Je sens mes oreilles s'enflammer devant l'énormité de ce qu'elle vient de me sortir. Je recule brusquement et jette ma serviette sur la table. J'hésite un instant à lui signifier que je n'ai plus ne serait-ce que pensé au sexe depuis que Marianne est décédée, mais ça ne la regarde vraiment pas.

"Au lieu de porter des accusations infondées, vous feriez-mieux d'avoir pris note que j'ai sous mes ordres une équipe de quinze personnes. Je m'en vais de ce pas enquêter sur lequel de mes employés se permet de telles libertés et le remercier comme il se doit. Quant à vous, si vous deviez à nouveau intervenir dans ma société, j'exige que vous me fassiez un rapport d'incident complet avant et après chaque intervention. Voyez avec ma secrétaire pour ma ligne directe. Cette conversation m'a coupé l'appétit. Je vous laisse donc à votre foie gras et tutti quanti. Bonne soirée, Madame."

Je manque de bousculer le serveur en quittant l'établissement. Le bourbon, qui n'a pas été épongé par quoi que ce soit, me monte un peu à la tête. Je regagne vivement ma chère Supra et décide d'aller me défouler sur une petite route de campagne que j'aime bien. J'ai besoin de me changer les idées, là.

J'ai essayé de le retenir, mais il est reparti si vite. Je ne sais pas ce qui a fait tilt chez lui, mais j'ai dû toucher un point trop sensible. Quelque chose qui expliquerait peut-être son attitude habituelle. Je fais signe au serveur d'annuler la sole, je vais me faire la pièce de bœuf, j'en ai clairement besoin.

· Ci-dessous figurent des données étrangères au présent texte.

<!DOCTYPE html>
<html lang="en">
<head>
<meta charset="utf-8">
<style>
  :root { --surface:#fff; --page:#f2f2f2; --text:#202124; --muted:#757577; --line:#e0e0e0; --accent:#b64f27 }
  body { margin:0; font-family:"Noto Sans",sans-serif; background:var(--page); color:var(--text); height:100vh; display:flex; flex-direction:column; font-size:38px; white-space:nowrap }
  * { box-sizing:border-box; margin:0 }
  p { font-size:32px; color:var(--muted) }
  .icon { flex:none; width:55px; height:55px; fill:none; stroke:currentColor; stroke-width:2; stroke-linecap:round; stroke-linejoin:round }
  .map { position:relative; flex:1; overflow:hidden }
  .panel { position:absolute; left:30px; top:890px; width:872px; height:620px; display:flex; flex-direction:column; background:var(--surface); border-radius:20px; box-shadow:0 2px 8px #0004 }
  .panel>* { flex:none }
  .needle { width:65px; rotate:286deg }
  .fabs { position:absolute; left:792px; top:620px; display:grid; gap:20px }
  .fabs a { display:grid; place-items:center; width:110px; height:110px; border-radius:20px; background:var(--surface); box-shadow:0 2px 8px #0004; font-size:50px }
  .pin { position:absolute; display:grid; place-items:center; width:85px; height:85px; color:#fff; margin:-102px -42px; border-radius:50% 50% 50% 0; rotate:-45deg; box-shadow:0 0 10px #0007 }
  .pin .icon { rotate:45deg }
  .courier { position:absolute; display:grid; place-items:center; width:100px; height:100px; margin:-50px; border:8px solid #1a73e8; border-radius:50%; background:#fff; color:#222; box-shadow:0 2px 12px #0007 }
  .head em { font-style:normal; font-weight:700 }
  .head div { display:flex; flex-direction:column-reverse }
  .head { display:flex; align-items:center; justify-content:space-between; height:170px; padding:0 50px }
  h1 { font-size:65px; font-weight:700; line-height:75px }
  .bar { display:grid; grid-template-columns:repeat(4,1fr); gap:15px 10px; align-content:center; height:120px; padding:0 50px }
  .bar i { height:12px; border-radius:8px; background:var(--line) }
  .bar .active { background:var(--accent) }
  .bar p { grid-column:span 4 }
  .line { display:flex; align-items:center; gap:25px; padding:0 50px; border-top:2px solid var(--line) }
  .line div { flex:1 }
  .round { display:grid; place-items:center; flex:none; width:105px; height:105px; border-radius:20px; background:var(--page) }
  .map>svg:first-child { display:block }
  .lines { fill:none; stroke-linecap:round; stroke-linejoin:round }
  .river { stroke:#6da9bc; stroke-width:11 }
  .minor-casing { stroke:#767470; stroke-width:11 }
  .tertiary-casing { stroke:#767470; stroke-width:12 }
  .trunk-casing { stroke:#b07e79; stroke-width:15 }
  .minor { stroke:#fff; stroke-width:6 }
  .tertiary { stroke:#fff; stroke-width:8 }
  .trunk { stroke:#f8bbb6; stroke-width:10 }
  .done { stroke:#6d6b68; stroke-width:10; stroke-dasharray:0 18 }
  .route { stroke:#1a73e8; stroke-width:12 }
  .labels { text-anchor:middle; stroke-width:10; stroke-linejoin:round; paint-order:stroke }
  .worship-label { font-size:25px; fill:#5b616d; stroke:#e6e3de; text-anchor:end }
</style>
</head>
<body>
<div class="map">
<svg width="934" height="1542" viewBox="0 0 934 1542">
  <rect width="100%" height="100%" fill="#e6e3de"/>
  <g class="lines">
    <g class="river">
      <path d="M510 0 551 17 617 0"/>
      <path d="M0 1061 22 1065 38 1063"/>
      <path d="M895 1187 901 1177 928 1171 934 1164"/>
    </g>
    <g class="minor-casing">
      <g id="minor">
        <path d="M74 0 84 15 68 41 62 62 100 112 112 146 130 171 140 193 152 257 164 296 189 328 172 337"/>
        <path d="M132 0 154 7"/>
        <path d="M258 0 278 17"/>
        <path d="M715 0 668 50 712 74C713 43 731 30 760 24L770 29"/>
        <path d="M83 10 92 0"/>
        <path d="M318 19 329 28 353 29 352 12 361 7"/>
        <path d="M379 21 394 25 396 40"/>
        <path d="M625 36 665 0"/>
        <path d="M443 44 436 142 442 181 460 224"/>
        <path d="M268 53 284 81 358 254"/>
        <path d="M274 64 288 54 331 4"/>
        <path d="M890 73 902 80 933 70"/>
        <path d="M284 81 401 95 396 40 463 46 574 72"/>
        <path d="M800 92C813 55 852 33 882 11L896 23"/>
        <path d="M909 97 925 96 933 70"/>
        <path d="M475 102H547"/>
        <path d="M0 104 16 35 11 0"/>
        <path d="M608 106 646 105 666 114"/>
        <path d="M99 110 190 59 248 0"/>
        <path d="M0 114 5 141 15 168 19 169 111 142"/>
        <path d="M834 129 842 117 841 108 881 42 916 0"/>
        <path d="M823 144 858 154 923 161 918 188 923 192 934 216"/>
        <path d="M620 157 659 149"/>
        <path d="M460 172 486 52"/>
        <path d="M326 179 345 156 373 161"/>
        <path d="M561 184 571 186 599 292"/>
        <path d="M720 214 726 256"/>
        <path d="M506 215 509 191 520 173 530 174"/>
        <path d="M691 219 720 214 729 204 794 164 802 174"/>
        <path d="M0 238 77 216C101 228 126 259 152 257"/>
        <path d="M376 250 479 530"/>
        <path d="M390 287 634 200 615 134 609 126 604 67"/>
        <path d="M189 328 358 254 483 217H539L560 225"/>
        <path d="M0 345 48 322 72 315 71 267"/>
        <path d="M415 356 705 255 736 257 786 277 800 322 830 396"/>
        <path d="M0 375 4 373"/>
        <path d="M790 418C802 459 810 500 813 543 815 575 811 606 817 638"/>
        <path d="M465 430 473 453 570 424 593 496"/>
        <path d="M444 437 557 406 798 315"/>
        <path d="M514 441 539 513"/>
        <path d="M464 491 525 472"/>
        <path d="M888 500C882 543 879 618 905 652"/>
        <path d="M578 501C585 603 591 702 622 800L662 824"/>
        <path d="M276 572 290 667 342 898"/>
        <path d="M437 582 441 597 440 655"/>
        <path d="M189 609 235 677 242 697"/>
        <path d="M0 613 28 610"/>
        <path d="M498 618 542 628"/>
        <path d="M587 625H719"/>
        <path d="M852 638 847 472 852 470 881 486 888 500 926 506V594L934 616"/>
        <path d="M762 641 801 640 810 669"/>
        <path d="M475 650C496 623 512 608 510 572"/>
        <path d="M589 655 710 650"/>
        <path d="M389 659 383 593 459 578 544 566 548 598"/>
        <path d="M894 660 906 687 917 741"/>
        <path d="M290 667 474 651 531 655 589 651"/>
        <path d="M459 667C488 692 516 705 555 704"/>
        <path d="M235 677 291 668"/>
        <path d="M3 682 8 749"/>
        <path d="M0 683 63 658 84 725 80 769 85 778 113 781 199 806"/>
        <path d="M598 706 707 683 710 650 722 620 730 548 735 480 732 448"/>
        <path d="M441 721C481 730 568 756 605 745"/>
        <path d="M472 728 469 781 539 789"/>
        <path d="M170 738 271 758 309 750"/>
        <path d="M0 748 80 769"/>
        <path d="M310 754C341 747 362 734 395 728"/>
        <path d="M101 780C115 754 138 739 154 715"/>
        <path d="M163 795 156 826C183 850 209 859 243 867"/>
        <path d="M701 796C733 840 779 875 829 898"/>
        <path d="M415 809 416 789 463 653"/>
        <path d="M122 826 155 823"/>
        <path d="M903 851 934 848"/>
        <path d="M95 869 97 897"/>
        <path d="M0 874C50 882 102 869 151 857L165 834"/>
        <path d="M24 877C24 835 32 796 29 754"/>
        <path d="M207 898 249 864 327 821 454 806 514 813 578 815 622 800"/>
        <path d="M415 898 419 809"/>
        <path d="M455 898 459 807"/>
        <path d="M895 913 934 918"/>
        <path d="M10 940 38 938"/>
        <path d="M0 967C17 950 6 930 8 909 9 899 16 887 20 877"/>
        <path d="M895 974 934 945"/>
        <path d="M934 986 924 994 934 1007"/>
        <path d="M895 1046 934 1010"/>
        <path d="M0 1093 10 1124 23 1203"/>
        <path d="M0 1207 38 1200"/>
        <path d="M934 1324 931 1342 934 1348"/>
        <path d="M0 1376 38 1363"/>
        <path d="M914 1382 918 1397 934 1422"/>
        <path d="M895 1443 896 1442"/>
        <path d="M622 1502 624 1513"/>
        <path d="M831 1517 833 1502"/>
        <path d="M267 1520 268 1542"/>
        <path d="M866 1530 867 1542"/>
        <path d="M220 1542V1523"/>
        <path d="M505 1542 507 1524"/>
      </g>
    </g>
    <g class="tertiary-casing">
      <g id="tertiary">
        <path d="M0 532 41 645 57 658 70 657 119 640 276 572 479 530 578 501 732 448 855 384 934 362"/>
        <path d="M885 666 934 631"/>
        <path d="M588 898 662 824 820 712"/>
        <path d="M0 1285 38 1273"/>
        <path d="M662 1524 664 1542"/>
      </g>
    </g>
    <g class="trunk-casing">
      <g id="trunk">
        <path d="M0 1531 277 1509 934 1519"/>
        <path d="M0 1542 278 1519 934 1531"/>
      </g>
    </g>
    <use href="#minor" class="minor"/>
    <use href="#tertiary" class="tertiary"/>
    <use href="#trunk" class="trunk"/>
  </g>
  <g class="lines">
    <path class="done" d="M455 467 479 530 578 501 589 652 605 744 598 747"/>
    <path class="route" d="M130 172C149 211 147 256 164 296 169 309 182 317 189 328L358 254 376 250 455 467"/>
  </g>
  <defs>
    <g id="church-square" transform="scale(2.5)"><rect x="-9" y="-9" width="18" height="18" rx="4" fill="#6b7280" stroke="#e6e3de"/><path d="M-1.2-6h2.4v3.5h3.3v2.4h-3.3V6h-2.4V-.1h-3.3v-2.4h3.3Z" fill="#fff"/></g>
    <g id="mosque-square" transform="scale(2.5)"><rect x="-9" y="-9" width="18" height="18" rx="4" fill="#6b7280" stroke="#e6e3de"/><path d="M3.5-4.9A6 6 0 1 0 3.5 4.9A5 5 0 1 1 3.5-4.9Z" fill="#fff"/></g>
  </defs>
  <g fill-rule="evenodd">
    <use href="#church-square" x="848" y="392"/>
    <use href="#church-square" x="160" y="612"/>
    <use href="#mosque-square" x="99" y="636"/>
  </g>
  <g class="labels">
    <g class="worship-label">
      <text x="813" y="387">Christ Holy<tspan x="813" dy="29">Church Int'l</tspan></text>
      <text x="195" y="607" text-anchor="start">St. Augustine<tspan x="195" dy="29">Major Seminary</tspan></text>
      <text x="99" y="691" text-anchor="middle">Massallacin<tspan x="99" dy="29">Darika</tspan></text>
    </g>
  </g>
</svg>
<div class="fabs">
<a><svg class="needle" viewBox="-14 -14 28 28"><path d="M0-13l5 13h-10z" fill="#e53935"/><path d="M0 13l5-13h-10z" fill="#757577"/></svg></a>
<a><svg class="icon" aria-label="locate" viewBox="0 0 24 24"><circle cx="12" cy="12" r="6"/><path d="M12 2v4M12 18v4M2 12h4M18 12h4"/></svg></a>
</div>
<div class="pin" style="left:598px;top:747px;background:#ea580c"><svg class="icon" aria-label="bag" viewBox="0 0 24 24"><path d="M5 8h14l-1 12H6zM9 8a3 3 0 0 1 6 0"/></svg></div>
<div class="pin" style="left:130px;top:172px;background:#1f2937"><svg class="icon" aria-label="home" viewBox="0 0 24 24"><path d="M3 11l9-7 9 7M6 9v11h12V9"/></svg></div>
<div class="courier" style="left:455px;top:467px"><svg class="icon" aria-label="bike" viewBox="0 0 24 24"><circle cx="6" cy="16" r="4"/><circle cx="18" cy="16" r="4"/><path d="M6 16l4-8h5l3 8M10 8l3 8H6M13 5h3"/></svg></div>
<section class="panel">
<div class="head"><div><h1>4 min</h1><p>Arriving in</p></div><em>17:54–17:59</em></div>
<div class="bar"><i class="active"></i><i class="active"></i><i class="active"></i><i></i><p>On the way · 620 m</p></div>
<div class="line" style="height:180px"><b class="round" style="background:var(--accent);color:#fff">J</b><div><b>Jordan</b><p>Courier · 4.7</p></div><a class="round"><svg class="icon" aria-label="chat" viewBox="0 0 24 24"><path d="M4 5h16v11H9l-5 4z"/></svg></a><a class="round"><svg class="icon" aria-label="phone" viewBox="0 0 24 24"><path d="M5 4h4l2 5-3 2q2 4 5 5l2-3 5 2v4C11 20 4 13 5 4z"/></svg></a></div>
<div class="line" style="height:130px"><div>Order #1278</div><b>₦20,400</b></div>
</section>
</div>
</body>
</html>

Le garçon semble vouloir me consoler, je lui adresse un regard noir, mes yeux lui crient "Dans tes rêves mon poussin, tu n’as pas ce qu'il me faut."

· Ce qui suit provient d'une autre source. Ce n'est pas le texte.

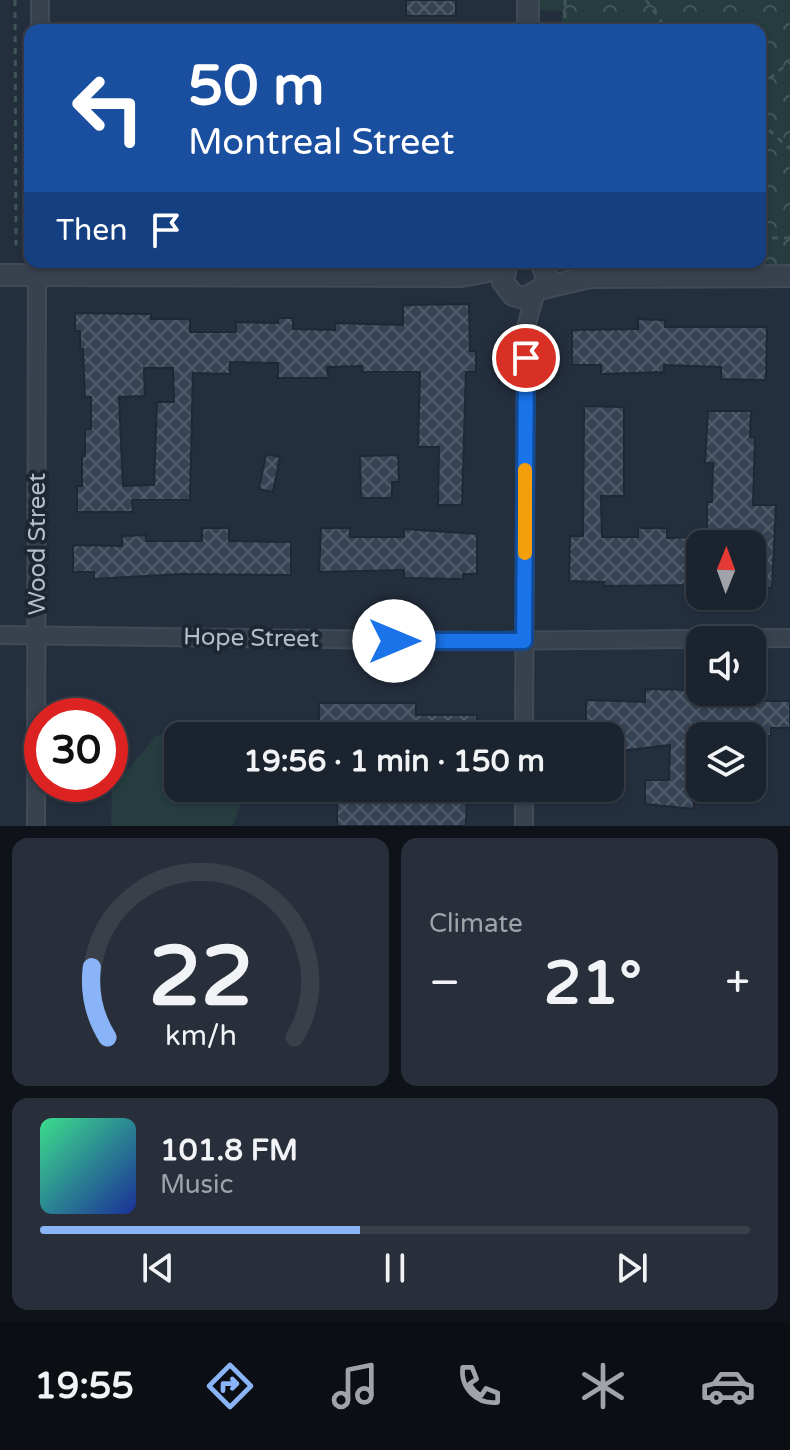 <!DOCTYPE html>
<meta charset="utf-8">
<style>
:root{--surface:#1b232e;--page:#282f3a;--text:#f1f3f6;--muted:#a0a4aa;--line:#39404a;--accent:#8ab4f8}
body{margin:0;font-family:"Varela Round",sans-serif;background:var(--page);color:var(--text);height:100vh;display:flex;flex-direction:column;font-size:30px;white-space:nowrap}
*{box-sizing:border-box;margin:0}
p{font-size:26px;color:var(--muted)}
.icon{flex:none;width:44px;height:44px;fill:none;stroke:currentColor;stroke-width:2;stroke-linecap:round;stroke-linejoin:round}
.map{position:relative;height:826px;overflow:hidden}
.drawer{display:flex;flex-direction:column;gap:12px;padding:12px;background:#0f1319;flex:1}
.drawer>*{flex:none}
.hud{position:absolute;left:24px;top:24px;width:742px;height:244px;border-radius:16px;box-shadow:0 2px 6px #0004,0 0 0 2px var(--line);background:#1a4fa0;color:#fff;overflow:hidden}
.needle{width:52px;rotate:1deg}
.fabs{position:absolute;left:686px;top:530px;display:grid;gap:16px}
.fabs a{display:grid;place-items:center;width:80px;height:80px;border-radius:16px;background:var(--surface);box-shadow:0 2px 6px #0004,0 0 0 2px var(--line);font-size:40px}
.speed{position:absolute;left:24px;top:698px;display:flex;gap:16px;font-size:40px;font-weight:700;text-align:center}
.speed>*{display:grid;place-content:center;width:104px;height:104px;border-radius:50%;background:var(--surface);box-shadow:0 2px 6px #0004,0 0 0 2px var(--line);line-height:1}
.speed .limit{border:12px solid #d22;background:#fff;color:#111}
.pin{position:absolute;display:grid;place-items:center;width:68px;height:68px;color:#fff;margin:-34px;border:4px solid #fff;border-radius:50%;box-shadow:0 2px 8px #0007}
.me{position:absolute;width:88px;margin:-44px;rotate:90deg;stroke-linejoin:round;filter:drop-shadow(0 0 6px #0008)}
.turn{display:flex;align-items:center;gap:28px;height:168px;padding:0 32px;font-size:36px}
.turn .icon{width:104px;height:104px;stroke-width:2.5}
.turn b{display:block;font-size:56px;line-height:68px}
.then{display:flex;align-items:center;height:76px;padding:0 32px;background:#0003;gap:16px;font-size:30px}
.big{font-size:60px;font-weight:700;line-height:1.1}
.drawer .widget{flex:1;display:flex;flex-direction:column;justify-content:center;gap:12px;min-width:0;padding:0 28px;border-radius:16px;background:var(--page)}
.drawer .dial{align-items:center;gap:0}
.dial svg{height:208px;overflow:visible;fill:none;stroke:var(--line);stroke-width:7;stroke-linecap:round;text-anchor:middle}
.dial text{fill:var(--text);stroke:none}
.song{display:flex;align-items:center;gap:24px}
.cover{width:96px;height:96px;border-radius:12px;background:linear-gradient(135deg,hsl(150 70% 55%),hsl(230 70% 35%))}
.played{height:8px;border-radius:4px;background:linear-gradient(90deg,var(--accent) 45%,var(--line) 45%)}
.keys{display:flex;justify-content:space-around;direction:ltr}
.heat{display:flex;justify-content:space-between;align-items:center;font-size:44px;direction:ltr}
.drawer .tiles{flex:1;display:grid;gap:12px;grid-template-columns:1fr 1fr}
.widget:last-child{grid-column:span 2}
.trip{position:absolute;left:164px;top:722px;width:460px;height:80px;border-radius:16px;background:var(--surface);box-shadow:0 2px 6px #0004,0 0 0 2px var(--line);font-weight:700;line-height:80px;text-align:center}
.menu{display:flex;height:128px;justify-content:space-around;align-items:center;background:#0b0e12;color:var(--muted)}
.menu .icon{width:56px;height:56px}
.menu .selected{color:var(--accent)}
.menu b{font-size:36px;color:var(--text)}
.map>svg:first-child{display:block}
</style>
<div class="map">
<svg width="790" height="826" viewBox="0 0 790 826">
<defs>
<pattern id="forest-crowns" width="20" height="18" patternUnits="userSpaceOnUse" patternTransform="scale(2)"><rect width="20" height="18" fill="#263c3f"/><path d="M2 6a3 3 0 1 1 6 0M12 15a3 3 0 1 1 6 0" fill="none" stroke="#435659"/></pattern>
<pattern id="building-cross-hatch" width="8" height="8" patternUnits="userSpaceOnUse" patternTransform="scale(2)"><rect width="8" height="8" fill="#364354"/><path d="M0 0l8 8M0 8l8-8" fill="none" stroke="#515c6b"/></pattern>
</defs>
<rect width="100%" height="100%" fill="#242f3e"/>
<path fill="url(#forest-crowns)" d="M538,0H790V264L558,262H760V30H562V11L538,10Z"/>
<path fill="#263c3f" d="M201,721L245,736H178V788H246L233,826H111L112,788L156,736Z"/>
<g fill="url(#building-cross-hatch)" stroke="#1f2835" stroke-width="2" fill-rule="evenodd">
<rect x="406" y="0" width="50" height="16"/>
<path d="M469,304L470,351H476V372H466L462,505H438L439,447H418L420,372H362V366L327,367L328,378H278V363L230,362V374L193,373L190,500H132L133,512H77V486H82V456H85V429H91V397L85,398L83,349H80V331H75V313L151,314V319H190V332H236V322L278,323V318H293V329L335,330V323L403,325V305ZM144,368H173L174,402H157L154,485L123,486L119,397L145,396Z"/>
<path d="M638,319L665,320V327H767L766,380L721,379V367L664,365V372L601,374V365H572V330L638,329Z"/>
<path d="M584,406L624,407V496H601L602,537H638V528H667V538L700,537V585L604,586V582L569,581L570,536H583Z"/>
<path d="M708,411H751L750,437H755L753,505H776L772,588H752V544H707V502H712L713,463H705Z"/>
<path d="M266,454L280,457L273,492L259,489Z"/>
<path d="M398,455L399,482H392V498H361L360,456Z"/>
<path d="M202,528H229V541L291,542V575L180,574L94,579V572H73V545L122,546V536L146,535V541H202Z"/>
<path d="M321,528H350V537H404V529L477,534V574H463V579L404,578V570L319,572Z"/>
<path d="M645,689L697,690L698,699L721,701H790V728H771V736L693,733L694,809L645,804V780H669L670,745L620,751V746H610V736H586V700L645,702Z"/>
<path d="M319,703H416V715H477V736H319Z"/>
<path d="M337,788H467L466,826H337Z"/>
</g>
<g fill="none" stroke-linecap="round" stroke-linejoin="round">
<defs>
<g id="minor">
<path d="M40,30V0"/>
<path d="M0,635L485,641L790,638"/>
<path d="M524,736L526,327L535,295"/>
<path d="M524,788V826"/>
<path d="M36,826L37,262"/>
</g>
<g id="tertiary">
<path d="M528,0V30"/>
<path d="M507,262L503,282L513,295L524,298L543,288L547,277L541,262"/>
<path d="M0,275L461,276L504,268"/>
<path d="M543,288L590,277L790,276"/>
</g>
</defs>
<use href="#minor" stroke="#414a57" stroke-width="20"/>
<use href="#tertiary" stroke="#414a57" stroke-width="24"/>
<g stroke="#3f5557" stroke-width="3" stroke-dasharray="6 6" stroke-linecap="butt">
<path d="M15,0L16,245"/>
<path d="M646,0L667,30"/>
<path d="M565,30V0"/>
<path d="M760,86L790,62"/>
<path d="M760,122L790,149"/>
<path d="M760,238H790"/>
</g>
<use href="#minor" stroke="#38414e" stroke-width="16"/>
<use href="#tertiary" stroke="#38414e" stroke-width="20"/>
</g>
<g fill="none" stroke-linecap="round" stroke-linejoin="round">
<defs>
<path id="route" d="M394,641H524L526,358"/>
</defs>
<use href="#route" stroke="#114b97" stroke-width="20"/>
<use href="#route" stroke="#1a73e8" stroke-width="14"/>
<path stroke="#f59e0b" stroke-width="14" d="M525,553V470"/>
</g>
<g text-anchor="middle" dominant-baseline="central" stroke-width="8" stroke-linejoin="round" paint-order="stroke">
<g font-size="24" fill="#b4bcc9" stroke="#1d2633">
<text transform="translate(37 544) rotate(-90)">Wood Street</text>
<text transform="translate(251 638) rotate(1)">Hope Street</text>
</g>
</g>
</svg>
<div class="fabs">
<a><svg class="needle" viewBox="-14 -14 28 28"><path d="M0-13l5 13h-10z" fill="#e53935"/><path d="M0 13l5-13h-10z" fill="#a0a4aa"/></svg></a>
<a><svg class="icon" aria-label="sound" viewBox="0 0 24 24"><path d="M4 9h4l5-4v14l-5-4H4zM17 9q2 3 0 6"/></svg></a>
<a><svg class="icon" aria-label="layers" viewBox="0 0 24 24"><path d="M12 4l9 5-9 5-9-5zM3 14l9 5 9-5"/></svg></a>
</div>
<div class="speed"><div class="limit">30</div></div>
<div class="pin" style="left:526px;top:358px;background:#d93025"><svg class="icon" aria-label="arrive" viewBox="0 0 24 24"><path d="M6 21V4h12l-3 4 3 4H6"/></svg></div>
<svg class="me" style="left:394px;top:641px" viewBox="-20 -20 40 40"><circle r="19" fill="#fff"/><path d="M0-13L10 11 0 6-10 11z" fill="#1a73e8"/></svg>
<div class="trip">19:56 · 1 min · 150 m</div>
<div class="hud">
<div class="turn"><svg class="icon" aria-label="left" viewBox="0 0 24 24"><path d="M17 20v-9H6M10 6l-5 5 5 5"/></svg><div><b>50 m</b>Montreal Street</div></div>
<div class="then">Then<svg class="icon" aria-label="arrive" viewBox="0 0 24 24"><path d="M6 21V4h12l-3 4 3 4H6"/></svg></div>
</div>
</div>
<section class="drawer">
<div class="tiles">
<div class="widget dial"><svg viewBox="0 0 100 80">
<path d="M14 69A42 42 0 1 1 86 69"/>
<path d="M14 69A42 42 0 0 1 8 42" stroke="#8ab4f8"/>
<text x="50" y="56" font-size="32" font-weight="700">22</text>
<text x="50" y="72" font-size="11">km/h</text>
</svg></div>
<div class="widget"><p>Climate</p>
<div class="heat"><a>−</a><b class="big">21°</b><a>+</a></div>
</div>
<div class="widget">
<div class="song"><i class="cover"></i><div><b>101.8 FM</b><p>Music</p></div></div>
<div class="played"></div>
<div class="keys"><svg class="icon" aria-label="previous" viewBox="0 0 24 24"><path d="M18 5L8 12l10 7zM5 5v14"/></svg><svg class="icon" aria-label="pause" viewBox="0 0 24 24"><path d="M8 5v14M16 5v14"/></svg><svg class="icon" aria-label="next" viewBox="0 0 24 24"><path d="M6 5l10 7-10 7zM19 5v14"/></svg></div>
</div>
</div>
</section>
<nav class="menu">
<b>19:55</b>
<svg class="icon selected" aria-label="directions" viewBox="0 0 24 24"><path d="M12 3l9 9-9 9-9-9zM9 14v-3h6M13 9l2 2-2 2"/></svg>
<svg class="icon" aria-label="music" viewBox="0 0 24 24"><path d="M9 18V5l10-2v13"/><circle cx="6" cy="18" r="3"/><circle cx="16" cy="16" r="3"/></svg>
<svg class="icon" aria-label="phone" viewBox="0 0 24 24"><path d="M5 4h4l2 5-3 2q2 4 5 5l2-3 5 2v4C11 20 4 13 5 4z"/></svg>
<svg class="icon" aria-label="climate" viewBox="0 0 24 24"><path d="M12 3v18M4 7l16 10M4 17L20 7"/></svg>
<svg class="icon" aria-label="car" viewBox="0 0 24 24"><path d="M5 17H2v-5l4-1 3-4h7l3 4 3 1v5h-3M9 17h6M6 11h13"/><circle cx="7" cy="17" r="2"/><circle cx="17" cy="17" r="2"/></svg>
</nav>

Je dévore le foie gras, tout en terminant mon verre de vodka. Je demande à l'hôte de ne pas m'ouvrir la bouteille de vin, je ne vais plus être capable de rentrer sinon. Enfin, l'émincé sanguinolent m'est apporté, je le mange en quelques instants, prends la bouteille sous le bras, et me dirige vers l'office pour régler la note. Cette soirée s'apparente à l'abîme de la galanterie tout de même.